Римлянин бесстрастно склонил голову и вышел. Лаодика усмехнулась, прошла по залу. Она так и не предложила Эмилию сесть.
День клонился к вечеру.
Наступил тот короткий промежуток времени, когда солнце только скрылось за холмами, поросшими низкой и жесткой травой, но темнота еще не проснулась, еще не выползла, потягиваясь и распрямляясь, из трещин и изломов. Она еще дремала, прячась за камнями, прячась в тени редких деревьев, но сон ее уже был хрупок и тонок и вот-вот должен был прерваться. И оттого все в мире замерло в краткой, неустойчивой неподвижности. Даже резкие порывы горячего летнего ветра внезапно прекратились, и только облака, призрачные и лишь наполовину не утратившие реальности, слегка подкрашенные скрывшимся за горизонтом солнцем, плавно плыли по небу, без конца меняя очертания.

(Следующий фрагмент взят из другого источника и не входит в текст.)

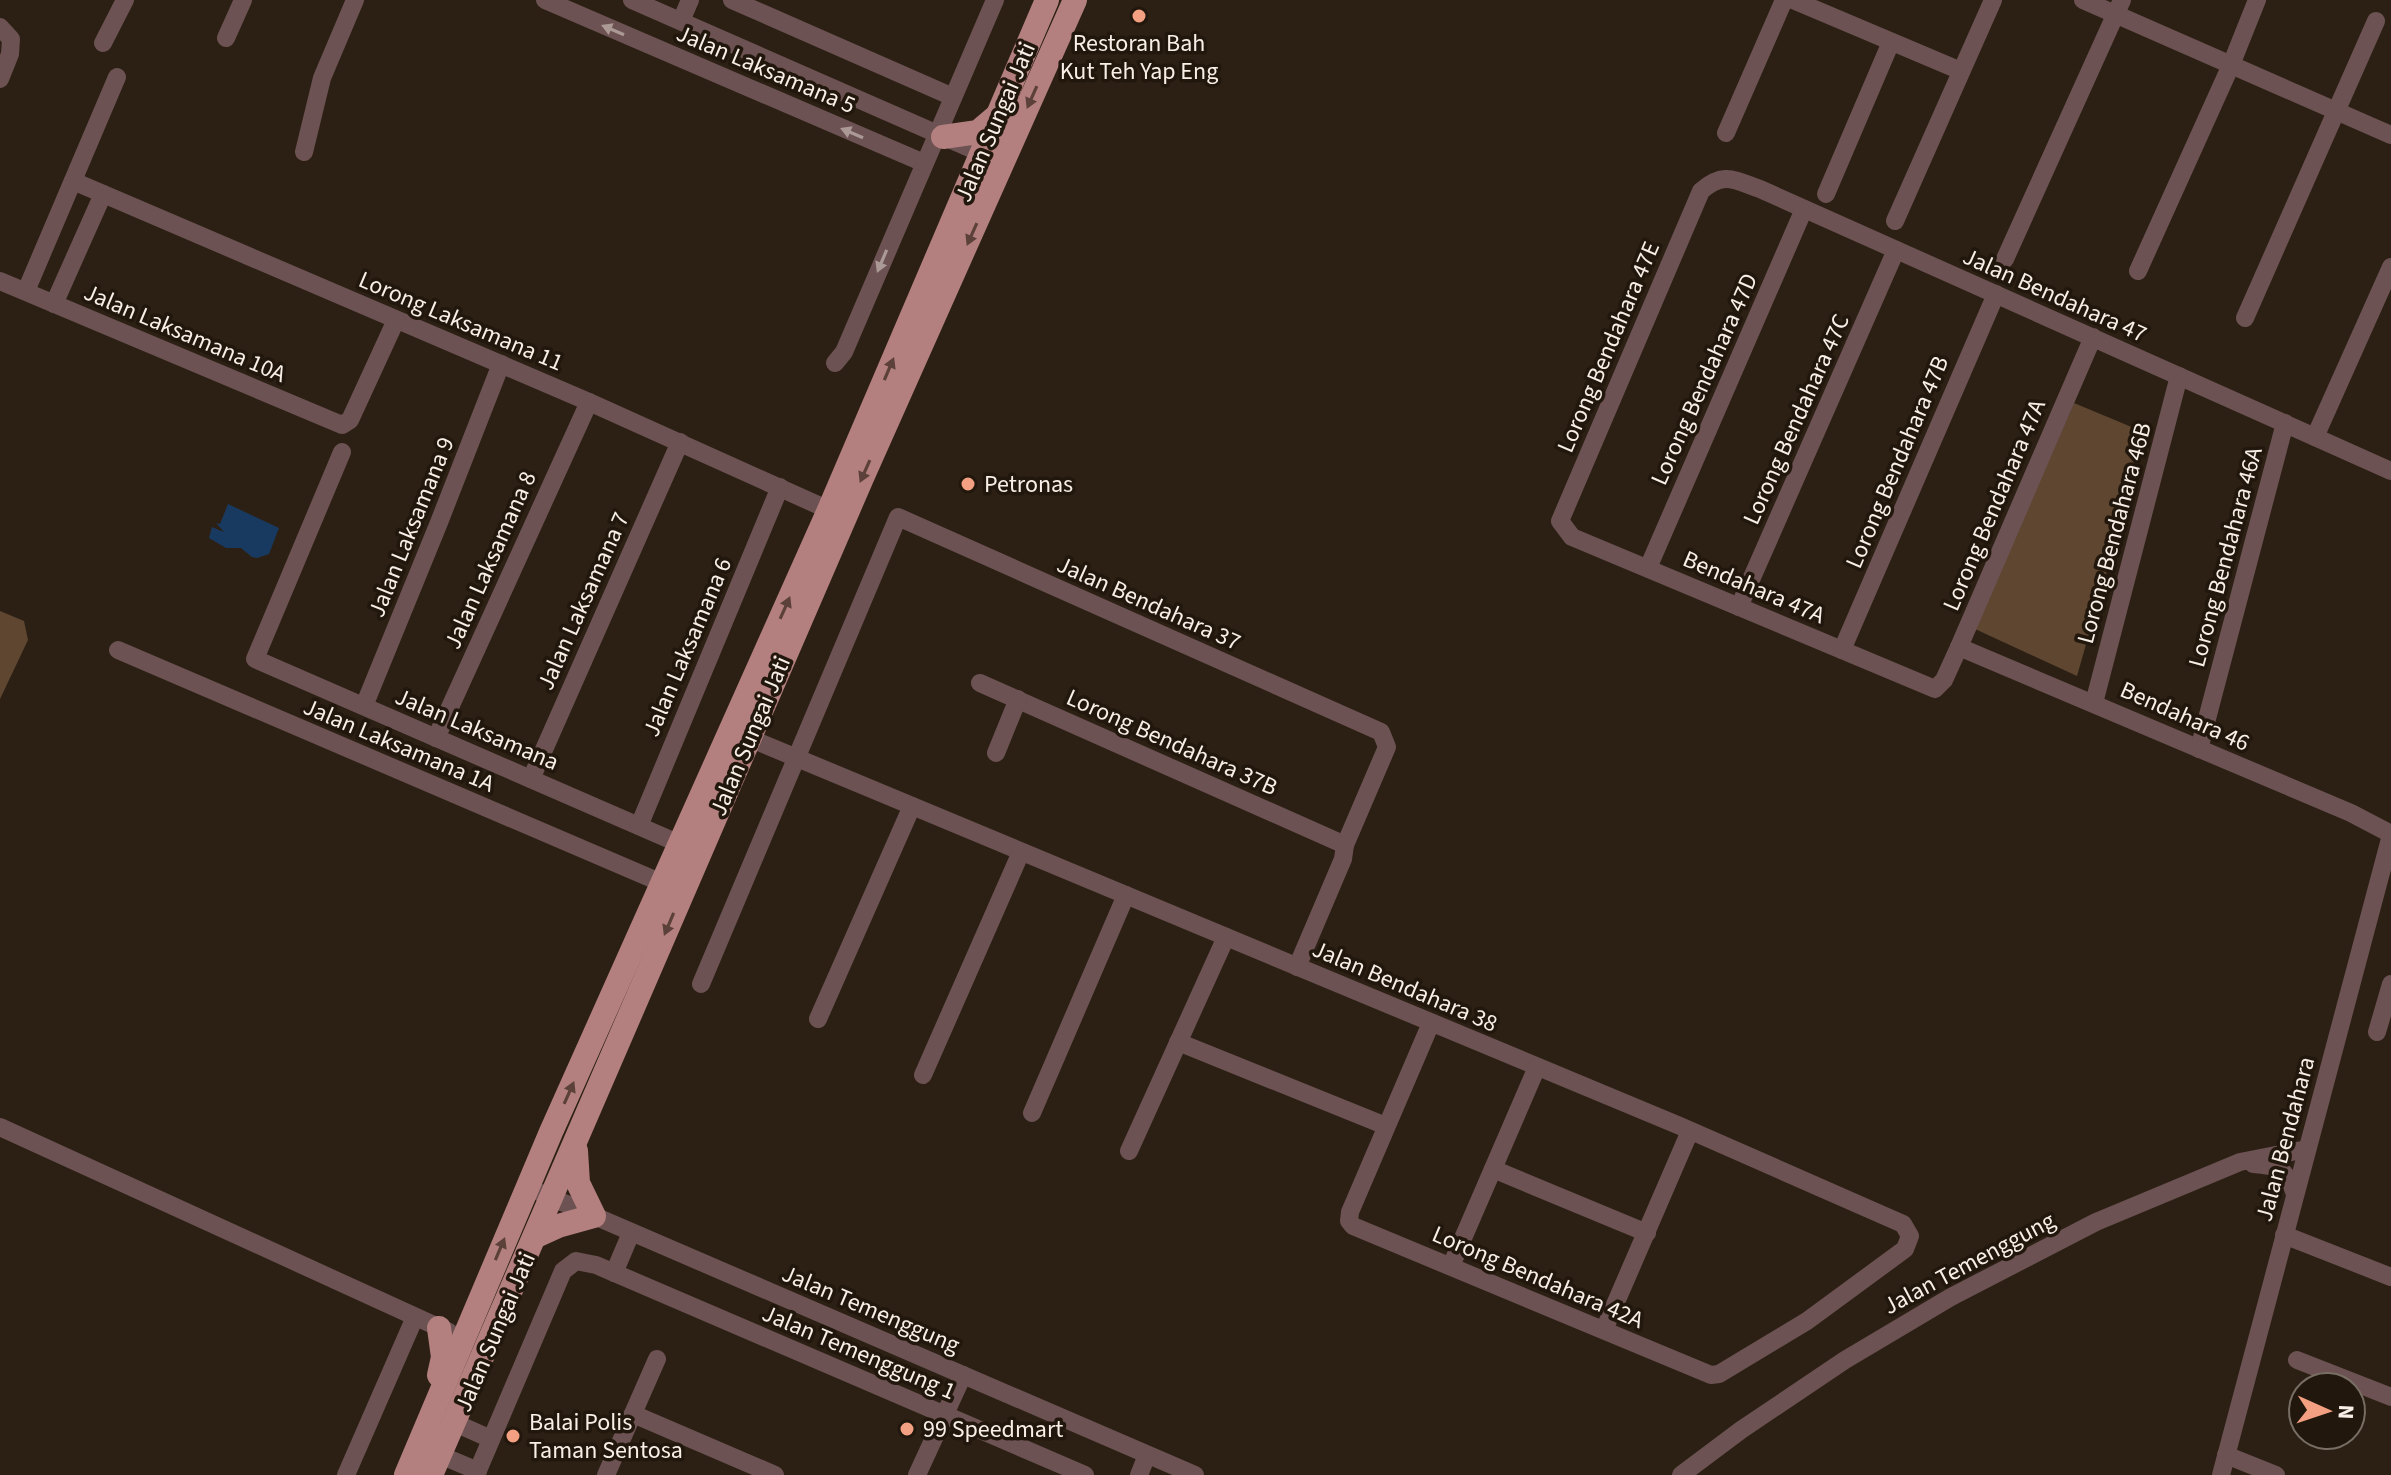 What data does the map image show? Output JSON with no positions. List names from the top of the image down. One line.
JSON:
{"streets":{"main road":["Jalan Sungai Jati"],"street":["Jalan Laksamana 5","Jalan Bendahara 47","Lorong Laksamana 11","Jalan Laksamana 10A","Lorong Bendahara 47E","Lorong Bendahara 47D","Lorong Bendahara 47C","Lorong Bendahara 47B","Lorong Bendahara 47A","Jalan Laksamana 9","Lorong Bendahara 46B","Lorong Bendahara 46A","Jalan Laksamana 8","Bendahara 47A","Jalan Laksamana 7","Jalan Bendahara 37","Jalan Laksamana 6","Bendahara 46","Jalan Laksamana","Lorong Bendahara 37B","Jalan Laksamana 1A","Jalan Bendahara 38","Jalan Bendahara","Jalan Temenggung","Lorong Bendahara 42A","Jalan Temenggung 1"]},"crossings":[["Jalan Laksamana 5","Jalan Sungai Jati"],["Jalan Sungai Jati","Lorong Laksamana 11"],["Jalan Sungai Jati","Jalan Laksamana"],["Jalan Sungai Jati","Jalan Laksamana 1A"],["Jalan Sungai Jati","Jalan Bendahara 38"],["Jalan Sungai Jati","Jalan Temenggung"],["Jalan Bendahara 47","Lorong Bendahara 47E"],["Jalan Bendahara 47","Lorong Bendahara 47D"],["Jalan Bendahara 47","Lorong Bendahara 47C"],["Jalan Bendahara 47","Lorong Bendahara 47B"],["Jalan Bendahara 47","Lorong Bendahara 47A"],["Jalan Bendahara 47","Lorong Bendahara 46B"],["Jalan Bendahara 47","Lorong Bendahara 46A"],["Lorong Laksamana 11","Jalan Laksamana 10A"],["Lorong Laksamana 11","Jalan Laksamana 9"],["Lorong Laksamana 11","Jalan Laksamana 8"],["Lorong Laksamana 11","Jalan Laksamana 7"],["Lorong Laksamana 11","Jalan Laksamana 6"],["Lorong Bendahara 47E","Bendahara 47A"],["Lorong Bendahara 47D","Bendahara 47A"],["Lorong Bendahara 47C","Bendahara 47A"],["Lorong Bendahara 47B","Bendahara 47A"],["Lorong Bendahara 47A","Bendahara 47A"],["Lorong Bendahara 47A","Bendahara 46"],["Jalan Laksamana 9","Jalan Laksamana"],["Lorong Bendahara 46B","Bendahara 46"],["Lorong Bendahara 46A","Bendahara 46"],["Jalan Laksamana 8","Jalan Laksamana"],["Jalan Laksamana 7","Jalan Laksamana"],["Jalan Bendahara 37","Lorong Bendahara 37B"],["Jalan Bendahara 37","Jalan Bendahara 38"],["Jalan Laksamana 6","Jalan Laksamana"],["Bendahara 46","Jalan Bendahara"],["Jalan Bendahara 38","Lorong Bendahara 42A"],["Jalan Bendahara","Jalan Temenggung"]],"places":["Restoran Bah Kut Teh Yap Eng","Petronas","99 Speedmart","Balai Polis Taman Sentosa"],"north":"right"}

Все в мире настороженно и боязливо ожидало властного и бесшумного прихода ночи — черной и жаркой, тяжелой и хищной, с твердыми, колючими огоньками звезд.
Спутники Митридата не знали, почему он приказал остановиться здесь, в десяти стадиях от Синопы, а не идти сразу в столицу, но никто не решился расспрашивать, а он ничего не объяснял.
Едва была поставлена его палатка, как он скрылся в ней, не дав никаких распоряжений, и только приказал принести побольше вина.
Вокруг его палатки поставили другие, поменьше, и вскоре на берегу, близ места, где пристала «Галена», вырос небольшой лагерь. Палатки пестрели среди пожелтевшей травы, как странные, внезапно распустившиеся цветы огромных размеров. К небу потянулся дым костров. На кострах, шипя и брызгая жиром, жарились наспех освежеванные туши баранов, привезенных с Боспора.
Вокруг костров сидели и лежали воины из охраны Митридата и моряки с триеры. К небу плавно поднималось облако, в котором смешивались и дым костров, и острый запах металла — мечей, шлемов.
Лагерь зажил обычной жизнью военного лагеря…
Старик в белой просторной одежде, опираясь на посох, подошел к царской палатке.
— Эй! — лениво окликнул его телохранитель. — Чего тебе, старик?
Тот, нисколько не смущаясь, повернулся к нему.
— Мне нужно говорить с царем, — спокойно сказал он.
— Ты в своем уме? — удивился телохранитель. — О чем ты собираешься говорить?
— Это я скажу царю, — ответил старик. Телохранитель нахмурился.
— Я безоружен, — сказал старик. — И стар. Кроме того, я друг царю. Я пришел из Синопы, и у меня для него немало вестей.
— Н-ну, хорошо, — неуверенно пожал плечами телохранитель, невольно подчиняясь спокойной уверенности незнакомца. — Войди, если так.
Старик кивком поблагодарил его и вошел в палатку.
Митридат некоторое время молча разглядывал вошедшего. У старика было худое длинное лицо. Длину этого лица подчеркивала линия тонкого крючковатого носа. Темная морщинистая кожа резко контрастировала с седой, почти белой бородой и такими же седыми волосами, схваченными обручем. И неестественными казались на лице очень старого человека глаза — громадные, черные, жаркие.
Наконец Митридат разжал губы:
— Ты хотел меня видеть?
— Хотел, царь.
Митридат усмехнулся:
— Я еще не царь.
— Люди говорят, что ты царь, — возразил старик. — Значит, это правда.
— Люди? — переспросил Митридат. — В Синопе?
— Не только.
— Садись.
Старик оглянулся, ища глазами скамью. Нашел, сел, от резкого движения его широкие одежды взлетели, словно крылья, и медленно опали, скрыв угловатые очертания худого тела.